Prehospital fluids for head injury – keep it simple

January 13, 2012 by  
Filed under All Updates, Resus, Trauma

Just in case you thought you might be missing some recent gem on what we should be giving patients with traumatic brain injury in the field: a team from Melbourne has reviewed the literature and concluded isotonic crystalloids (Ringer’s or Saline) are as good as anything else.

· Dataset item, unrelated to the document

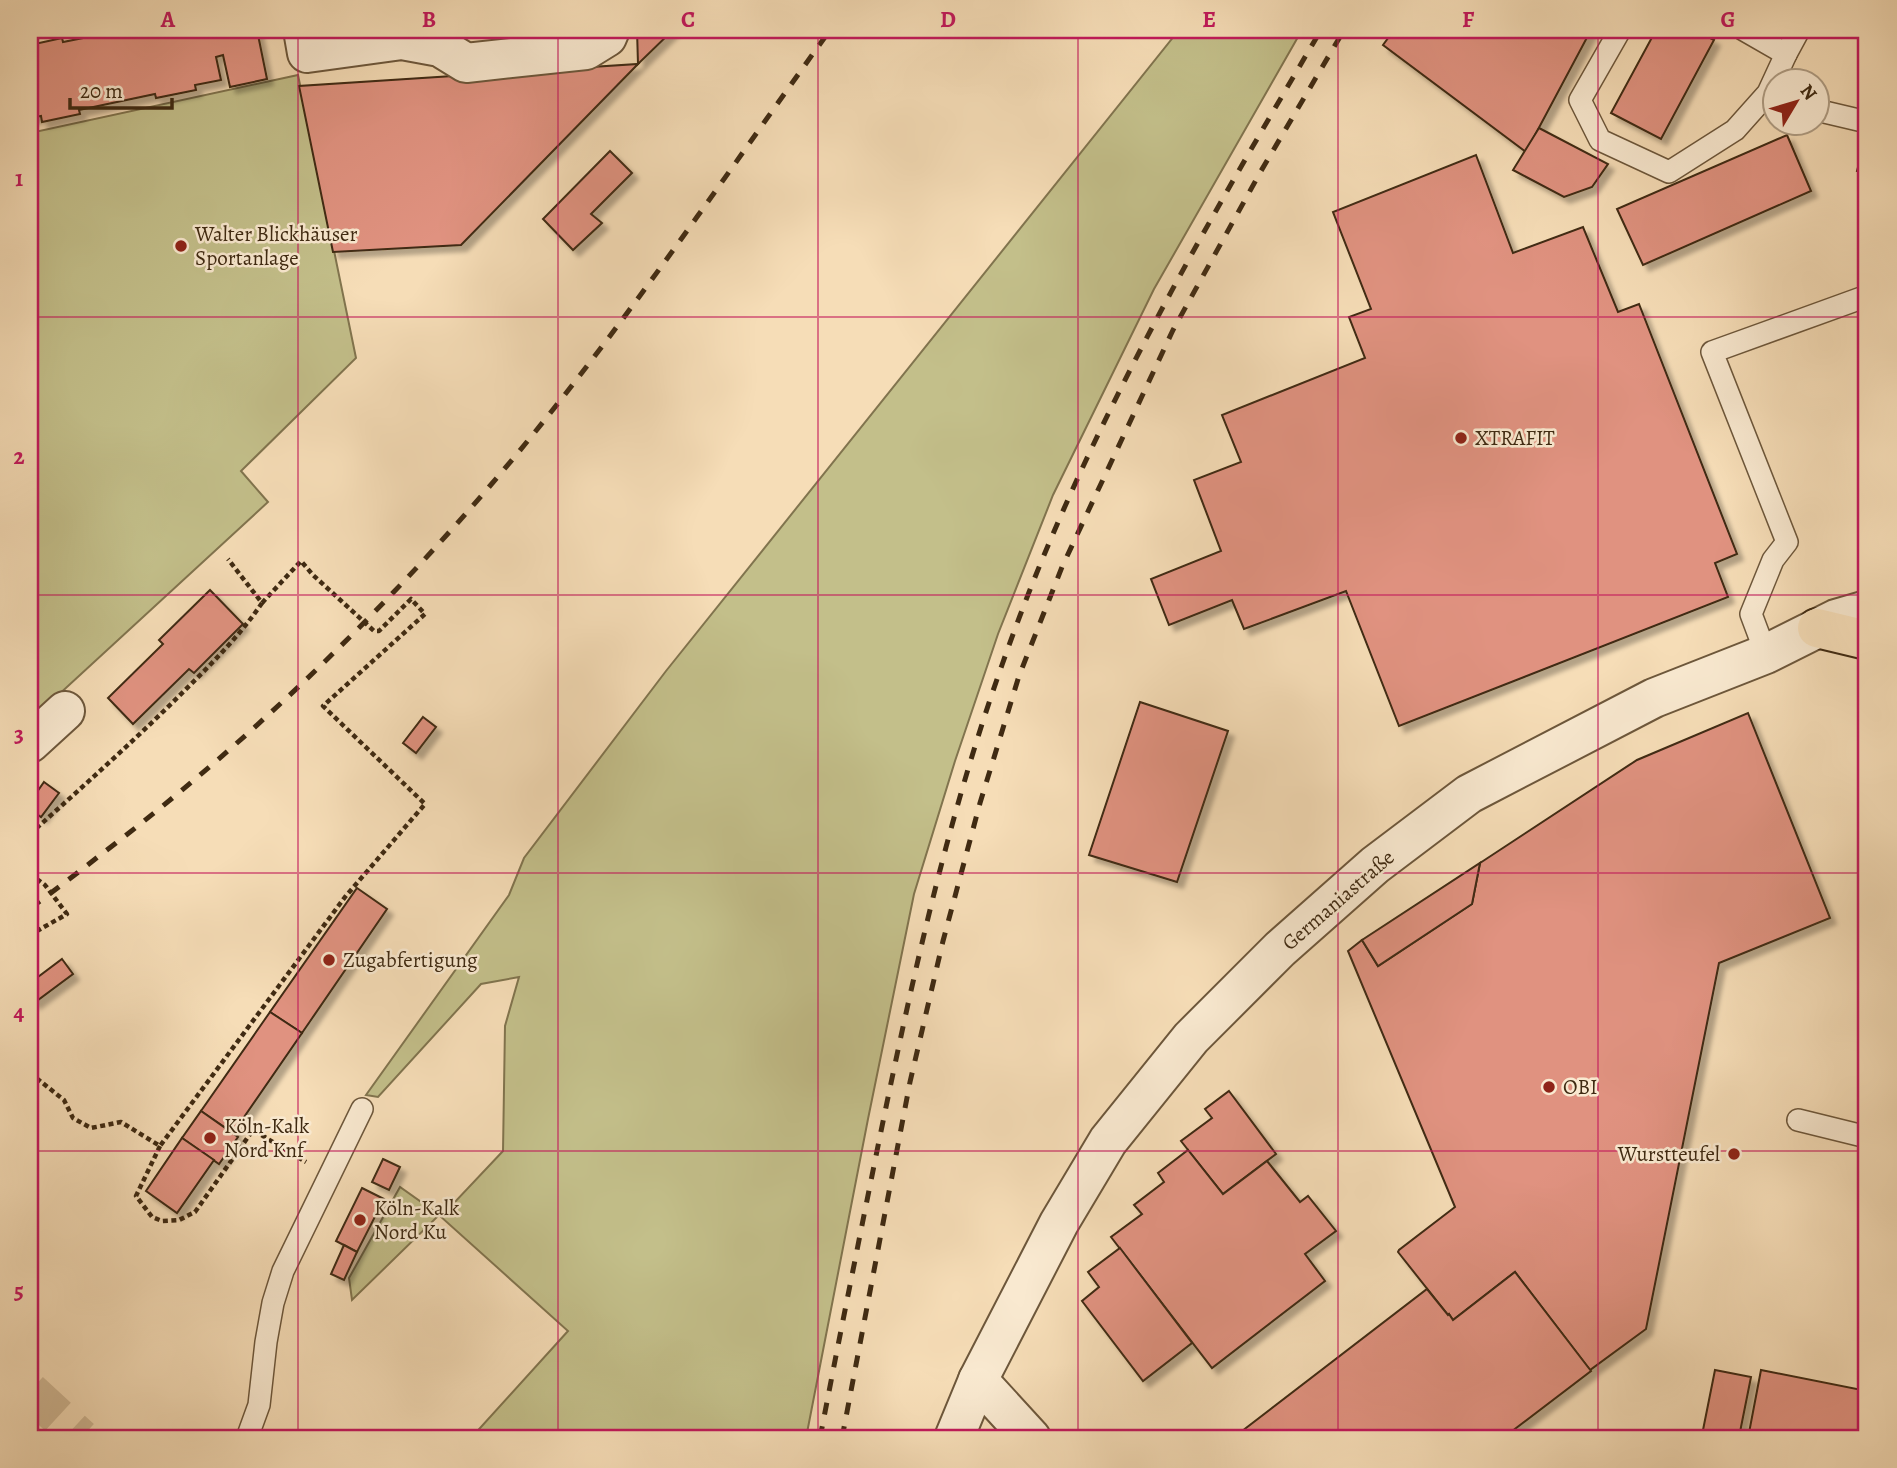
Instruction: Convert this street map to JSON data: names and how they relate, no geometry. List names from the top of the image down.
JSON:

The early management of patients who have sustained traumatic brain injury is aimed at preventing secondary brain injury through avoidance of cerebral hypoxia and hypoperfusion. Especially in hypotensive patients, it has been postulated that hypertonic crystalloids and colloids might support mean arterial pressure more effectively by expanding intravascular volume without causing problematic cerebral oedema. We conducted a systematic review to investigate if hypertonic saline or colloids result in better outcomes than isotonic crystalloid solutions, as well as to determine the safety of minimal volume resuscitation, or delayed versus immediate fluid resuscitation during prehospital care for patients with traumatic brain injury. We identified nine randomized controlled trials and one cohort study examined the effects of hypertonic solutions (with or without colloid added) for prehospital fluid resuscitation. None has reported better survival and functional outcomes over the use of isotonic crystalloids. The only trial of restrictive resuscitation strategies was underpowered to demonstrate its safety compared with aggressive early fluid resuscitation in head injured patients, and maintenance of cerebral perfusion remains the top priority.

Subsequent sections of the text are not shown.